Веселее всех живет тот, кто умеет обмануть самого себя.
Трактир «Бранковина».
Клетчатые скатерти и бархатная тишина.
– Извольте, – говорит официант и ловко, как опытный жонглер, выставляет на стол металлический овал с гурманской плескавицей, чевапчичами, свиной отбивной и полпорцией оладий. Потом тарелки с печеным красным перцем, керамическое блюдце с двумя перчиками чили в масле с молотым перцем и дольками чеснока, пол-литра белого вина и плетеную корзинку с пышным хлебом.
Дело идет к вечеру. Надоедливый дождь окрашивает все вокруг в серый цвет. Силуэты прохожих быстро исчезают из рамок витрины. Время от времени перед трактиром тормозят автомобили, остановленные красным светофором. Обеденный зал пуст.

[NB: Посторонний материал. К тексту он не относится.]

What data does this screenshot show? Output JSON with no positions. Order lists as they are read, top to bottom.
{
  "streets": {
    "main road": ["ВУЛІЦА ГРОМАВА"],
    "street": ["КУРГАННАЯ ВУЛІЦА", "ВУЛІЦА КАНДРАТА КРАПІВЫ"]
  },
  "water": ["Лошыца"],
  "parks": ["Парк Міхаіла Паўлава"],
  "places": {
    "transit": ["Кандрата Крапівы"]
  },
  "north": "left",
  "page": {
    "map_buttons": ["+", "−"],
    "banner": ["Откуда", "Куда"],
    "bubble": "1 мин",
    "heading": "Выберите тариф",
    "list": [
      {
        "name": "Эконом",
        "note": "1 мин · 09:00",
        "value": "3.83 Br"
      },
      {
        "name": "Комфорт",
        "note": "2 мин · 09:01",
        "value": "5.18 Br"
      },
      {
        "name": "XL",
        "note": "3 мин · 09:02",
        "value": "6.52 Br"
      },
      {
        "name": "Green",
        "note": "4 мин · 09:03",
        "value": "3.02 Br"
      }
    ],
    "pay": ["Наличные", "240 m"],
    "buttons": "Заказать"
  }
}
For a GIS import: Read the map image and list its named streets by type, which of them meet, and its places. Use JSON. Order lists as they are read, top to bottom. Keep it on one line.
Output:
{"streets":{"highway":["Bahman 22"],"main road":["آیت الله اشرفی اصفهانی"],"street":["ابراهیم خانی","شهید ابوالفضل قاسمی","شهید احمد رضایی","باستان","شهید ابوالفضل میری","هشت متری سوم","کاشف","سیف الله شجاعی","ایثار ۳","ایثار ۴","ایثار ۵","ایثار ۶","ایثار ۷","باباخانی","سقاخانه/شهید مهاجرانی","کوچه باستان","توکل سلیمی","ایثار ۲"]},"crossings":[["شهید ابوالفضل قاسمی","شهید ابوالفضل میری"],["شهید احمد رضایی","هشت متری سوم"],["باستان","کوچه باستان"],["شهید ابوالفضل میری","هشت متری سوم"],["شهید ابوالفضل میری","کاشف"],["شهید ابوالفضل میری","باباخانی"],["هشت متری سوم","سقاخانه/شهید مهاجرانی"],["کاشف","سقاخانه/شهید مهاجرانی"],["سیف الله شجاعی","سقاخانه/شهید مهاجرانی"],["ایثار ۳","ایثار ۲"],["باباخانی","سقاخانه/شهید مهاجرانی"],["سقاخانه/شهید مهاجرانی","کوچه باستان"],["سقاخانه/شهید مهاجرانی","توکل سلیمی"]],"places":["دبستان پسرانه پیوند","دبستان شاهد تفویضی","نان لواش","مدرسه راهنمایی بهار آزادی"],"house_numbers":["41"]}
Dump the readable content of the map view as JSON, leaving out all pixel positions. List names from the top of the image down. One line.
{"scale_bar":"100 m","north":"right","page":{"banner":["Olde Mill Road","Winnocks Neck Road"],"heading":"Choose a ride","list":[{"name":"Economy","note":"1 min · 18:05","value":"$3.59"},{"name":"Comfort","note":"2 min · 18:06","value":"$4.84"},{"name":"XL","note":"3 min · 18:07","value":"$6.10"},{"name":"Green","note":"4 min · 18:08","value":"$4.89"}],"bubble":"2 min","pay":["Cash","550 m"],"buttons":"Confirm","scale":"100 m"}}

– В этом Белграде все кажется фантастическим, а на самом деле – нет, – говорит Андраш.
Известный режиссер, впервые получивший работу в Белграде, сидел за трактирным столом напротив него. Лицо его казалось спокойным. В глазах – тоска. Вырванный из мира Паннонии, необозримого пространства бесконечной равнины, он столкнулся с повседневной драмой большого города: непристойные предложения, необузданные желания, эгоцентризм и самореклама…
«Люди самолюбивы, потому что не насытились и боятся голода, злы, потому что унижены и обижены, несправедливы, но и к ним несправедливы их близкие, несчастны, оскорблены, обозлены, храпят в обносках под вонючими перинами, завидуют друг дружке из-за чашечки кофе, чистой наволочки, нового велосипеда, поднимают гвалт из-за каждой мелочи, когда дерутся над трупом какого-нибудь неизвестного героя из-за того, кому принадлежит право первым угоститься человеческим глазом».
Александр понял, что хотел сказать Андраш, констатируя самопровозглашенную фантастичность.
Он и сам год тому назад нырнул в это безумное самовосхваление, перепрыгнув из глухой провинции в ослепительный блеск большого города. Понадобилось время, чтобы рассмотреть лица.
В Воеводине жизнь по-монашески тихая, человек приносит себя в жертву земле прадедов, детям, мужу, жене, там – так уж привык человек – уважаешь до гробовой доски кума, дядю, тетку, соседа, учителя, доктора, попа…
Конечно, жизнь вовсе не идеальна в этих маленьких, пустынных и грязных городках, бывших почтовых станциях и военных лагерях, потому что люди научились травить душу человеческую надуманными историями и бесстыжей клеветой, великодушно унижать, грозить и уничтожать ее.
Здесь же, в большом городе, существует только одно – грандиозное, но глупое – Я.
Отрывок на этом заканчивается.